The One Who Sings Needs to Dwell. Experiments in Residential Architecture in Brazil from the 1980s
Research Area 3: Objects, Traces, Mapping: Everyday Experience of Spaces
The main interest of my research is to explore a) the socially engaged role of architects, b) the possibilities of different production of urban space in the cities of the Global South, namely São Paulo, Brazil.
I am interested in the possibilities and the limits of a socially critical approach of the architects who challenge the capitalist exploitation of urban space and marginalization of the poor in cities. In my Master’s thesis I studied the idea of collective housing developed by left-wing architects during the 1920s and 1930s as a critique of the poor housing condition of workers, state inaction, and landlords and speculators profiting from this situation.
Following critical architectural practice inspired by left-wing thinking I chose to work on the so-called technical auxiliary group Usina in São Paulo, Brazil, which has already been since the 1980s supporting social movements to build housing in a self-managed manner. The self-managed construction is an answer to long-lasting housing shortage in São Paulo and to government housing programs which place the poor at the periphery of the city, where urban infrastructure is scarce. In this self-managed process, the role of the architects is crucial for negotiations with the state authorities and for participative design process with the future resident families. The attempt to democratize the technical knowledge related to housing production establishes a link between Brazilian architects and such European architects as Giancarlo de Carlo, Lucien Kroll, John Habraken and Ralph Erskine, who during the 1960s and 1970s tried to develop participative strategies to involve future users in the design process as well.
My research also refers to the work of architect John F.C. Turner, who criticized state-run programs that tried to solve housing problem by mass housing construction on the peripheries and by demolishing self-built slums. He recognized the virtues of self-constructed living environment of slums characteristic of the big Latin American cities and saw it as a possible point of departure for a different manner of housing production and production of urban space. The Brazilian pattern draws less its inspiration from self-construction than from the self-management of construction by future residents, even though part of the construction works is also carried out by future residents.

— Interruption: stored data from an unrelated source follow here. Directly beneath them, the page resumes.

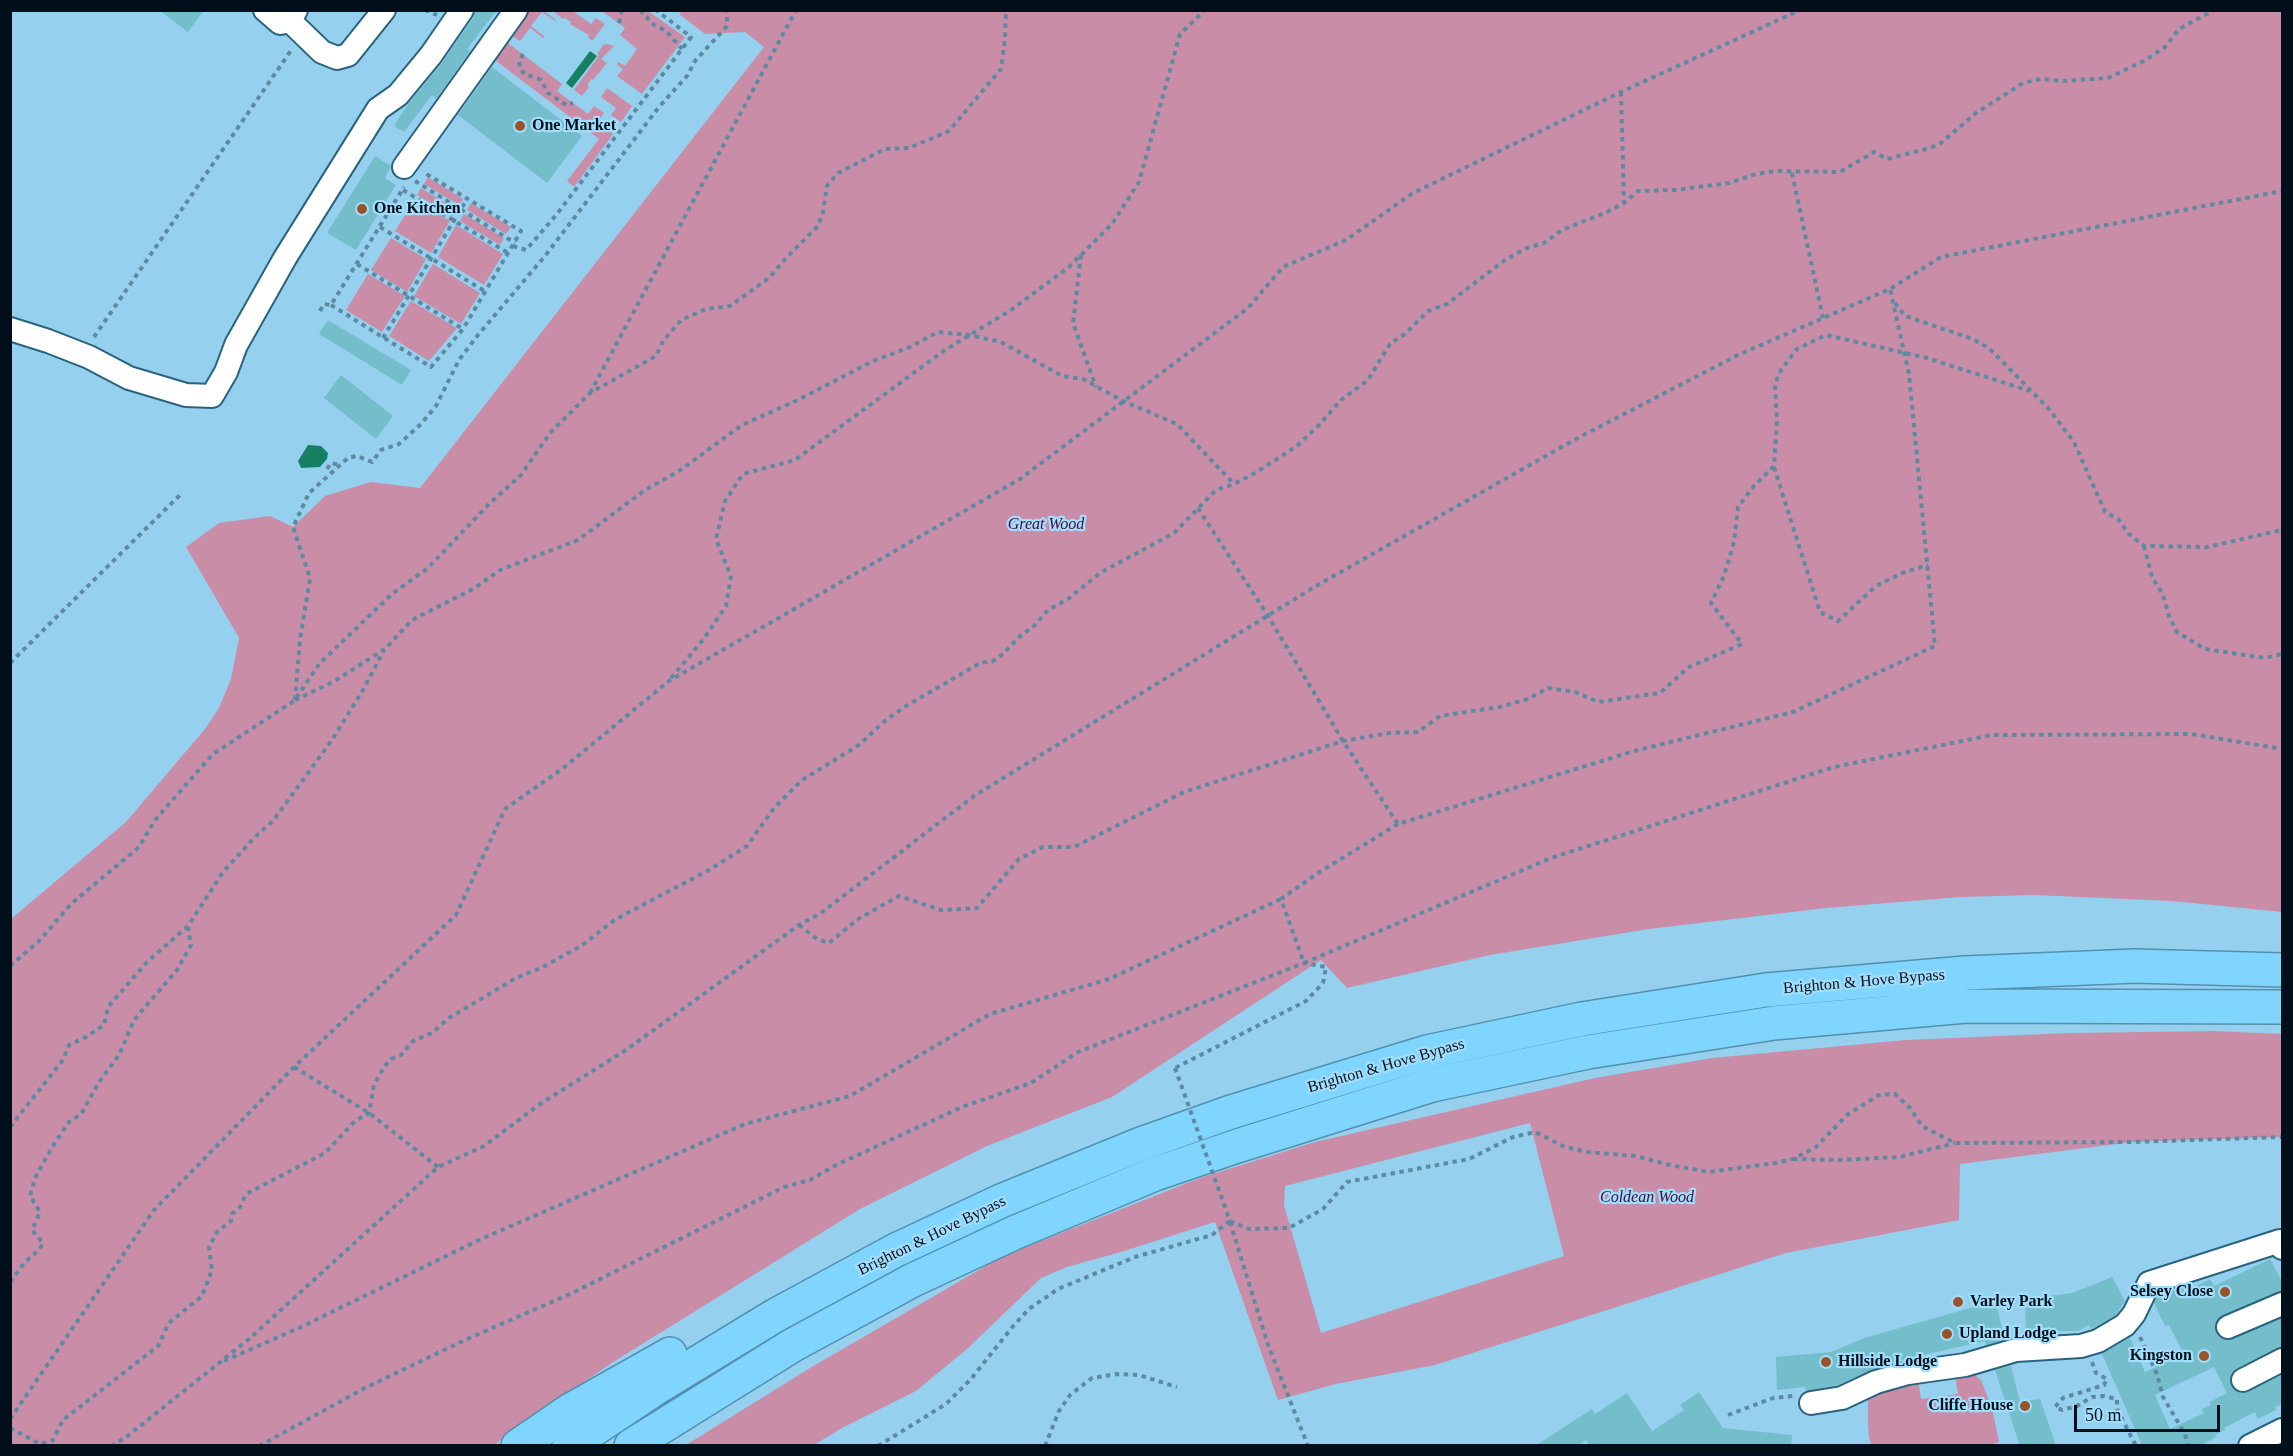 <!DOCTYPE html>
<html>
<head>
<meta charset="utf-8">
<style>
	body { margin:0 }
	#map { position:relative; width:2293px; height:1456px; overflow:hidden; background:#95d1ef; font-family:Georgia,serif }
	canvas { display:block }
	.frame { position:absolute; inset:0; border:12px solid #000f19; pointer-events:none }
	.scale { position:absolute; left:2074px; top:1405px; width:146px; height:27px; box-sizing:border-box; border:3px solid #000f19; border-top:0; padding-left:8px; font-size:18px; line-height:21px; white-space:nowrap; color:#000f19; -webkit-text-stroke:4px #a1defd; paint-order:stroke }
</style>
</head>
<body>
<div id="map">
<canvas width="2293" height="1456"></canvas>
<div class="frame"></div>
<div class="scale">50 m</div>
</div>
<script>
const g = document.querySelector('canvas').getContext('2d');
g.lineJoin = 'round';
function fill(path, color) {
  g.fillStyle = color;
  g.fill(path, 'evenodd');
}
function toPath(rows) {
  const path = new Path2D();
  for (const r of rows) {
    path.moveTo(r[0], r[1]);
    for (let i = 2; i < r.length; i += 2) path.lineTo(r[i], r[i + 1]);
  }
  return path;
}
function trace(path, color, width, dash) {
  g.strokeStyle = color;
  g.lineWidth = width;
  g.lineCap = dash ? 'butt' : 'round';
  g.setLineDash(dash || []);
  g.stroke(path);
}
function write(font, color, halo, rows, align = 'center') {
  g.font = font + ' Georgia,serif';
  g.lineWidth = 4.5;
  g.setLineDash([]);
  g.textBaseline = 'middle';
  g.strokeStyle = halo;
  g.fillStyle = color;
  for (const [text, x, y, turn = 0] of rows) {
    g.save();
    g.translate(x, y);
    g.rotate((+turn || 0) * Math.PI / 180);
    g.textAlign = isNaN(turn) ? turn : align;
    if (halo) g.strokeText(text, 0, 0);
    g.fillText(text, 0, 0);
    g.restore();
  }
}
const green = toPath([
	[526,11,544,11,556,20,555,21,542,12,531,26,545,37,543,38,530,28,520,41,509,34],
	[555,11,573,11,591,24,596,18,605,24,592,41,588,37,589,35,570,24,571,22,565,18,563,19,554,12],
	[602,11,648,11,685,37,642,94,617,76,623,69,617,65,618,62,625,66,637,49,620,35,625,28],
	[682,11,2282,11,2282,912,2172,901,2034,895,1961,897,1826,908,1649,929,1490,955,1347,988,1321,960,1112,1097,987,1146,860,1209,610,1364,494,1445,11,1446,11,919,126,822,205,729,219,708,231,679,239,638,186,547,219,523,270,516,293,527,325,496,371,482,420,488,764,47,745,32,705,34,679,14],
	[504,40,562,84,557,91,588,114,594,106,604,113,598,122,613,134,574,187,567,181,599,139,491,57],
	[607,44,614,46,601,59,607,63,593,80,591,79,587,85,589,87,582,96,574,90,598,57,598,53,603,45],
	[607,88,632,106,621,122,611,115,616,108,601,97],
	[428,177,463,199,459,205,424,184],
	[421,188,457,210,453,217,417,195],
	[415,199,450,221,431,253,395,231],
	[471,203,511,227,506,234,467,210],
	[464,214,504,238,500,245,460,221],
	[456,225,503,254,484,285,438,257],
	[391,238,426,259,407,292,371,270],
	[433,264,480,293,461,324,414,296],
	[368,274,405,296,382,332,346,310],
	[411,301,457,328,429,361,389,336],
	[2215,1031,2282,1034,2282,1137,2132,1142,1960,1164,1959,1220,1786,1253,1435,1365,1336,1384,1278,1400,1215,1222,1121,1252,1067,1267,1041,1278,967,1349,916,1391,842,1428,814,1445,686,1445,810,1368,1003,1256,1200,1178,1315,1142,1595,1078,1712,1058,1906,1040,2069,1033],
	[1530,1123,1564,1256,1321,1333,1284,1205,1285,1186],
	[1970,1371,1981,1380,1992,1408,1999,1442,1986,1446,1872,1445,1869,1438,1868,1424,1868,1394,1918,1379,1921,1399,1958,1394,1955,1374]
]);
const water = toPath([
	[590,51,597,56,572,88,566,83],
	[308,445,321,446,328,453,327,459,320,467,301,468,298,461]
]);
const building = toPath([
	[159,10,204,10,188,32],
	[475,10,497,10,467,49,470,51,436,99,432,95,404,132,394,126,408,104,442,63,473,18],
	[492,67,582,136,547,183,458,115],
	[375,156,391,166,385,178,396,185,356,250,327,233],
	[328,320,411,370,402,385,319,334],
	[341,375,393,416,376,439,324,398],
	[2270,1259,2283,1283,2283,1291,2223,1315,2217,1319,2215,1326,2219,1337,2227,1340,2283,1318,2283,1347,2237,1368,2231,1373,2230,1380,2235,1391,2243,1393,2283,1375,2283,1404,2275,1407,2276,1410,2258,1419,2255,1412,2224,1428,2225,1430,2215,1435,2216,1437,2200,1446,2136,1446,2141,1443,2102,1354,2130,1338,2145,1372,2184,1354,2169,1325,2165,1326,2154,1303,2156,1299,2171,1293,2170,1290,2190,1284,2192,1288,2210,1279,2214,1286],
	[2214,1367,2227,1393,2209,1402,2211,1405,2202,1409,2204,1413,2170,1429,2155,1395],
	[2112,1277,2125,1301,2116,1315,2091,1329,2089,1325,2078,1331,2026,1331,2025,1299,2072,1293],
	[1995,1301,2005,1339,1986,1345,1985,1341,1888,1363,1838,1385,1806,1391,1805,1387,1777,1390,1776,1357,1831,1352,1864,1338],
	[2011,1366,2020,1402,2040,1399,2056,1446,2020,1446,1995,1370],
	[1699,1392,1723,1428,1792,1435,1791,1446,1590,1446,1586,1440,1577,1446,1535,1446,1592,1409,1595,1414,1627,1393,1652,1431,1684,1410,1680,1405]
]);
const path = toPath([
	[425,10,437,15],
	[640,10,654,25,666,31,682,49],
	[619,23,622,10],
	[523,54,519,61,520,69,525,74,541,80,548,93,566,105,573,103],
	[1621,92,1624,203],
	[1792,173,1823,318],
	[415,181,515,243],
	[403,190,508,253],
	[380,227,486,292],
	[513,246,526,250,557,214,691,37,656,10],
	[1081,255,1073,323,1096,387],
	[357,264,463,329],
	[1895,303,1905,316,1973,339,1990,349,2048,408,2074,442,2105,512,2118,519,2129,534,2144,546,2207,547,2282,530],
	[331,305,431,367,463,329,521,231,423,172],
	[320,311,324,304,331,305,404,187],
	[94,337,292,49],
	[383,338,467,199],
	[590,393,796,10],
	[1774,467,1820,612,1838,621,1876,586,1902,573,1928,565],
	[327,469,331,463,340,465],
	[1198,508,1268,616,1343,741,1398,824,1634,751,1793,712,1935,646,1909,374,1890,289],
	[2144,546,2152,577,2163,595,2169,616,2177,632,2205,649,2265,658,2282,654],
	[10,663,181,494],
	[671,678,703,640,726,606,731,577,716,539,725,501,743,474,795,460,945,350,1011,310,1069,267,1112,224,1139,182,1180,34,1205,10],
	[295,700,333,682,385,649,412,620,473,589,500,570,578,540,645,490,679,471,742,425,798,400,873,361,910,347,938,332,969,335,1001,342,1062,376,1083,379,1123,401,1177,424,1234,484],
	[295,700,300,640,310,578,293,527,309,493,348,458,357,456,372,462,381,450,399,444,421,424,436,406,459,360,478,335,545,256,659,107,687,76,695,61,727,26,727,10],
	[1398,824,1318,873,1281,899,1304,963,1551,858,1834,767,1992,735,2192,734,2282,749],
	[799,925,817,939,829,943,858,919,899,896,941,910,977,908,1019,859,1043,847,1074,847,1184,792,1343,741,1389,733,1418,732,1440,716,1499,707,1528,699,1548,688,1575,692,1598,702,1660,693,1689,667,1742,644,1711,603,1724,576,1734,542,1738,507,1754,486,1774,466,1777,422,1775,384,1781,370,1797,349,1826,335,1927,358,2030,391],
	[10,966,39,941,71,904,139,847,155,820,213,754,294,701,320,663,392,594,428,568,490,503,521,475,550,433,590,393,656,356,663,341,681,320,706,309,730,306,769,278,787,257,818,226,823,212,827,186,838,173,885,149,909,148,949,131,1001,69,1005,38,1006,10],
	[294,1067,369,1113,438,1167],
	[10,1127,63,1060,69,1045,86,1037,104,1025,108,1007,147,962,188,926,223,872,255,837,273,821,332,740,363,690,384,650],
	[1793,1159,1839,1160,1900,1157,1955,1143],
	[1230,1221,1249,1229,1289,1228,1323,1209,1347,1182,1469,1159,1513,1137,1535,1132,1565,1147,1588,1152,1635,1156,1670,1165,1709,1172,1775,1163,1793,1159,1816,1147,1847,1115,1879,1095,1895,1094,1910,1108,1922,1126,1955,1143,2132,1142,2282,1137],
	[1230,1222,1268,1345,1308,1446],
	[10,1282,25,1262,39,1250,43,1243,32,1230,40,1212,30,1196,35,1178,51,1149,69,1122,81,1114,99,1082,119,1055,134,1020,177,970,191,945,188,927],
	[2140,1337,2157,1374,2163,1397,2185,1434,2188,1446],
	[224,1361,299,1328,479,1240,745,1124,850,1096,990,1014,1109,979,1281,899],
	[2092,1362,2096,1373,2107,1379,2104,1385,2063,1398,2055,1407,2062,1410,2077,1406,2092,1397,2104,1396,2117,1399,2117,1409,2136,1446],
	[1728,1415,1773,1398,1793,1396],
	[10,1419,154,1210,294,1067,456,915,505,809,562,769,669,681,1020,479,1248,308,1283,267,1346,240,1413,193,1621,92,1800,10],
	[10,1428,40,1444,53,1440,63,1420,158,1346,169,1323,202,1296,212,1270,209,1247,217,1232,231,1221,232,1214,240,1207,246,1194,325,1153,355,1121,369,1113,374,1085,384,1067,391,1059,401,1055,413,1041,432,1033,449,1018,516,978,541,968,581,946,616,919,709,870,747,846,774,808,802,780,859,745,887,719,906,706,980,663,993,661,1003,654,1020,636,1033,627,1048,610,1068,599,1100,573,1174,533,1216,490,1234,484,1255,473,1297,446,1319,425,1341,400,1368,380,1390,344,1405,334,1428,311,1447,304,1505,260,1527,248,1544,243,1562,230,1607,212,1624,203,1638,191,1675,190,1729,183,1756,174,1776,171,1840,172,1874,152,1887,159,1930,148,1941,143,1976,113,2023,83,2041,79,2063,81,2108,78,2144,61,2165,47,2179,29,2214,10],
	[111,1446,125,1438,249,1339,438,1167,484,1146,540,1104,626,1050,799,925,821,913,974,796,1316,586,1574,440,1738,355,1890,289,1941,257,2282,191],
	[259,1446,365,1388,465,1340,570,1294,784,1187,810,1180,836,1165,962,1107,1031,1083,1078,1052,1304,963,1326,967,1323,983,1306,1001,1175,1068],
	[878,1446,946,1404,971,1379,1014,1325,1029,1309,1058,1289,1135,1257,1212,1235,1230,1221],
	[1045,1446,1059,1411,1070,1395,1092,1378,1116,1374,1139,1375,1177,1387]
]);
const minor = toPath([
	[265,10,280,23,290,21],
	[296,10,290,21,322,52,337,58,348,55,384,10],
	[404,167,516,10],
	[10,329,48,341,89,357,129,378,186,395,212,396,226,372,236,345,285,258,378,109,398,95,431,55,462,10],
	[2228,1327,2282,1304],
	[2243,1380,2282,1360],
	[1811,1403,1842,1398,1876,1382,1908,1373,1965,1365,2016,1350,2081,1346,2098,1341,2125,1325,2134,1314,2149,1283,2280,1241,2282,1248],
	[2250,1446,2282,1430]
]);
const highway = toPath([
	[518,1446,569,1411,670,1354],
	[569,1446,656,1388,776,1315,896,1250,1001,1201,1141,1144,1231,1112,1427,1052,1582,1019,1766,990,1965,973,2135,966,2282,970],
	[631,1446,793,1345,913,1280,1016,1232,1155,1174,1237,1146,1432,1085,1588,1052,1774,1023,1966,1006,2282,1007]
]);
const pathBridge = toPath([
	[1175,1068,1230,1221]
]);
const markers = [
	[520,126,6,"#985327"],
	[362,209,6,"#985327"],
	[2225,1292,6,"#985327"],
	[1958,1302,6,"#985327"],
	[1947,1334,6,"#985327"],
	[2204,1356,6,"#985327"],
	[1826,1362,6,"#985327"],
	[2025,1406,6,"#985327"]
];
const poiNames = [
	["One Market",532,126],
	["One Kitchen",374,209],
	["Selsey Close",2213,1292,"right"],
	["Varley Park",1970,1302],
	["Upland Lodge",1959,1334],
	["Kingston",2192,1356,"right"],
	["Hillside Lodge",1838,1362],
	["Cliffe House",2013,1406,"right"]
];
const parkNames = [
	["Great Wood",1046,525],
	["Coldean Wood",1647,1198]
];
const streetNames = [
	["Brighton & Hove Bypass",1864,982,-5],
	["Brighton & Hove Bypass",1386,1066,-16],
	["Brighton & Hove Bypass",932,1236,-26]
];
fill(green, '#c98da8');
fill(water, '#177f64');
fill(building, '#74bdca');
trace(minor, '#28647f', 26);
trace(highway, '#5390ae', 36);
trace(path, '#5e8aa1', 4, [4.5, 4.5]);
trace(minor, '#fff', 22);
trace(highway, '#80d5fe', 33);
trace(pathBridge, '#5e8aa1', 4, [4.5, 4.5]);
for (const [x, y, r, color] of markers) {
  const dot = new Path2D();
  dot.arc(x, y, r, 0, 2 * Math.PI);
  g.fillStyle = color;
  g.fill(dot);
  trace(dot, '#a1defd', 2);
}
write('bold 16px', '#000f19', '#a1defd', poiNames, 'left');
write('italic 16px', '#4b0a30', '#a1defd', parkNames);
write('16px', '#000f19', '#a1defd', streetNames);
</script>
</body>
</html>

The Brazilian self-managed architecture seems to enable the Brazilian urban poor to take part in the shaping of the urban space, even in the small scale, and is a tool to reach their ʻright to the cityʼ in the sense of Henri Lefebvre and David Harvey. And in this process they largely rely on architects’ support.
2012—: PhD candidate in Art History, Faculty of Arts, Charles University, Prague
2012: MA in Art History, Faculty of Arts, Charles University, Prague. Topic: Collective Housing After the Second World War: The Collective Houses Built in Czechoslovakia
Research grants and projects
2014—: Truly Participate. Self-Managed Architecture in Brazil.
Research grant, Grant Agency of the Charles University.
2014—: “My house is also your house”. Collective Housing in Czechoslovakia and its Changes in Time. Exhibition project for the Olomouc Museum of Art, Regional Gallery of Fine Arts in Zlín, Aleš South Bohemian Gallery in České Budějovice and Regional Art Gallery in Liberec.
2013: Hotel-type houses in Czechoslovakia: the Updated Idea for Collective Housing in the 1960s. Research grant, Internal Grant of Faculty of Art, Charles University.
Selected conferences and workshops
- “Self-managed housing construction in Brazil.” Paper presented at the International Conference “From Contested_Cities to Global Urban Justice – Critical Dialogues,“ Madrid, July 4-7, 2016.
- “The self-managed architecture in Brazil approached by ANT.” Paper presented at the workshop Blurred Lines: Working Symmetrically in Anthropology and Archeology organized by Wert und Äquivalent Graduirtenkolleg, Goethe University in Frankfurt am Main, Ebernburg, June 2015.
- “Squatting as form of commoning.” Paper presented at Commons conference, Prague, June 2014.
- “Hotel Type Housing as an Upgrading of Collective Housing Ideas in the 1960s.” Paper presented at History of Buildings conference, Nečtiny u Plzně, March 2014.
Selection of publications
- “Thinking Symmetrically”, Cargo: Journal for Sociocultural Anthropology, 2015.
- “Real participation? Architecture is Way Too Important to Be Left Just to Architects”, Era 21 – more on architecture!, 2015.
- “Hotel Type Housing as an Upgrading of Collective Housing Ideas in the 1960s”, Umění/Art, the peer-review magazine of Institute of Art History, Academy of Sciences of the Czech Republic, 2014.